EconPapers    
Economics at your fingertips  
 

Safety Profile of the Adjuvanted Recombinant Zoster Vaccine in Immunocompromised Populations: An Overview of Six Trials

Marta López-Fauqued (), Maribel Co- van der Mee (), Adriana Bastidas (), Pierre Beukelaers (), Alemnew F. Dagnew (), Juan Jose Fernandez Garcia (), Anne Schuind () and Fernanda Tavares-da-Silva ()
Additional contact information
Marta López-Fauqued: GSK
Maribel Co- van der Mee: GSK
Adriana Bastidas: GSK
Pierre Beukelaers: GSK
Alemnew F. Dagnew: GSK
Juan Jose Fernandez Garcia: GSK
Anne Schuind: GSK
Fernanda Tavares-da-Silva: GSK

Drug Safety, 2021, vol. 44, issue 7, No 8, 823 pages

Abstract: Abstract Introduction The adjuvanted recombinant zoster vaccine (RZV) has demonstrated high efficacy against herpes zoster in older adults and immunocompromised populations. We present comprehensive safety data from six clinical trials in immunocompromised populations (autologous hematopoietic stem cell transplant and renal transplant recipients, patients with hematologic malignancies, patients with solid tumors, and human immunodeficiency virus-infected adults) who are at an increased risk of herpes zoster. Methods In all trials, immunocompromised adults ≥ 18 years of age were administered RZV or placebo. Safety was evaluated in the total vaccinated cohort. Solicited adverse events (AEs) were collected for 7 days and unsolicited AEs for 30 days after each dose. Serious AEs, fatal serious AEs, and potential immune-mediated diseases were collected from dose 1 until 12 months post-last dose or study end. Data were pooled for solicited AEs; unsolicited AEs, (fatal) serious AEs, and potential immune-mediated diseases were analyzed for each individual trial. All AEs were analyzed for sub-strata of adults 18–49 years of age and ≥ 50 years of age. Results In total, 1587 (RZV) and 1529 (placebo) adults were included in the pooled total vaccinated cohort. Solicited AEs were more common after RZV than placebo, were generally more common in the younger age stratum, and were mostly mild to moderate and resolved within 3 days (median duration).

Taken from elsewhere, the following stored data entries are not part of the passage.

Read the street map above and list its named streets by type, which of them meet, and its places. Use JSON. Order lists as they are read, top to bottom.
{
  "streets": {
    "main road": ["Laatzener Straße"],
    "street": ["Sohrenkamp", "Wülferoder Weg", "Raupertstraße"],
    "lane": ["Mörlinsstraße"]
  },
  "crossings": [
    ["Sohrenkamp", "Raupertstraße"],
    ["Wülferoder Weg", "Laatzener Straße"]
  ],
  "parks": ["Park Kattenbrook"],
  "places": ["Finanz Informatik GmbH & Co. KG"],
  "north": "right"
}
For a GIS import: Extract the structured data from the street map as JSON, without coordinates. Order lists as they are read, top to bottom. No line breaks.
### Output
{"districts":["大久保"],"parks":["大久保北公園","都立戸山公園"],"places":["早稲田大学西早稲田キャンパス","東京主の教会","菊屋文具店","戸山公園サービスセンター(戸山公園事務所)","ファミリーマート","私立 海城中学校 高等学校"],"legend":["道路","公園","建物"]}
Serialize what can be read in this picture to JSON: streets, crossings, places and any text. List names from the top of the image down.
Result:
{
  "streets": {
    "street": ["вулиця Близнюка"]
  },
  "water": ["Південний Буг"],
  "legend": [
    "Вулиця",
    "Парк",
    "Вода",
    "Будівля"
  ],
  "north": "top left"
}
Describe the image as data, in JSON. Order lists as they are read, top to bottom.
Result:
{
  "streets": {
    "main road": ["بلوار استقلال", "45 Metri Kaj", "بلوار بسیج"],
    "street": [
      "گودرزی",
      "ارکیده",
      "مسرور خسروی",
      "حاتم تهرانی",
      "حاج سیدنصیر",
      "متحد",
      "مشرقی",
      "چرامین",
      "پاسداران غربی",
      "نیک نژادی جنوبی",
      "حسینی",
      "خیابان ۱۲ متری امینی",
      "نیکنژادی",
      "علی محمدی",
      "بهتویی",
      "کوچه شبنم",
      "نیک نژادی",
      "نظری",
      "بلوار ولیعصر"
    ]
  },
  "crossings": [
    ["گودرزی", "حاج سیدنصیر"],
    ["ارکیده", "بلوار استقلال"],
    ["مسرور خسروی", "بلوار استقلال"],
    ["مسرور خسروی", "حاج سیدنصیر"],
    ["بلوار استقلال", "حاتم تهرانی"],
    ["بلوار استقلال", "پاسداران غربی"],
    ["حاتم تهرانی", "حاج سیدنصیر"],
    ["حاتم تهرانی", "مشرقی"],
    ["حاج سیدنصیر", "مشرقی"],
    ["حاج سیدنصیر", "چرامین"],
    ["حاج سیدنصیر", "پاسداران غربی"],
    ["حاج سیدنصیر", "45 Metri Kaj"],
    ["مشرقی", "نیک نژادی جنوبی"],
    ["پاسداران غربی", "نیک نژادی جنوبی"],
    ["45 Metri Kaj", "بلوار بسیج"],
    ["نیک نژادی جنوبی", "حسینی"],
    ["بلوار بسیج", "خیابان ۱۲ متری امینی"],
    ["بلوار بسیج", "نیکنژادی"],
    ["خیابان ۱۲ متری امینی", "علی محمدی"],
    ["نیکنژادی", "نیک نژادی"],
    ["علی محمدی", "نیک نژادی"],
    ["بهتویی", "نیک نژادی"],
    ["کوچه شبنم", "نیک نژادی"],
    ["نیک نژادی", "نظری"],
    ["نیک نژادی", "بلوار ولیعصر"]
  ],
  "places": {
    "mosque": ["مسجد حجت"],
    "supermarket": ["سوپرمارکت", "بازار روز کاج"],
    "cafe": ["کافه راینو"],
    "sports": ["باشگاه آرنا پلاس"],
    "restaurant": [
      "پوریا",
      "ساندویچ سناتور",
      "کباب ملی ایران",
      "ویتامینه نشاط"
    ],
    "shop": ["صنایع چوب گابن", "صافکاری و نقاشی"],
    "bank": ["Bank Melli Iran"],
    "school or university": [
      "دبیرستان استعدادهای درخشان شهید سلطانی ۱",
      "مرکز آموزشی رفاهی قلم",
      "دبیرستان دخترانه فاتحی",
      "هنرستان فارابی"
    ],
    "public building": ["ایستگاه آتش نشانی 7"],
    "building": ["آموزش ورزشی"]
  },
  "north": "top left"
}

Unsolicited AEs and serious AEs were in line with underlying diseases and therapies. Across studies, the percentage of adults reporting one or more unsolicited AE was comparable between RZV and placebo, irrespective of age stratum. The percentage of adults reporting one or more serious AE, fatal serious AE, or potential immune-mediated diseases was generally similar for RZV and placebo, irrespective of age stratum. Overall, no safety concerns were identified. Conclusions Recombinant zoster vaccine has a clinically acceptable safety profile. With the previously published vaccine efficacy and immunogenicity results, these data support a favorable benefit-risk profile of RZV vaccination in immunocompromised populations who are at an increased risk of herpes zoster.

Date: 2021
References: View complete reference list from CitEc
Citations:

Downloads: (external link)
http://link.springer.com/10.1007/s40264-021-01076-w Abstract (text/html)
Access to the full text of the articles in this series is restricted.

Related works:
This item may be available elsewhere in EconPapers: Search for items with the same title.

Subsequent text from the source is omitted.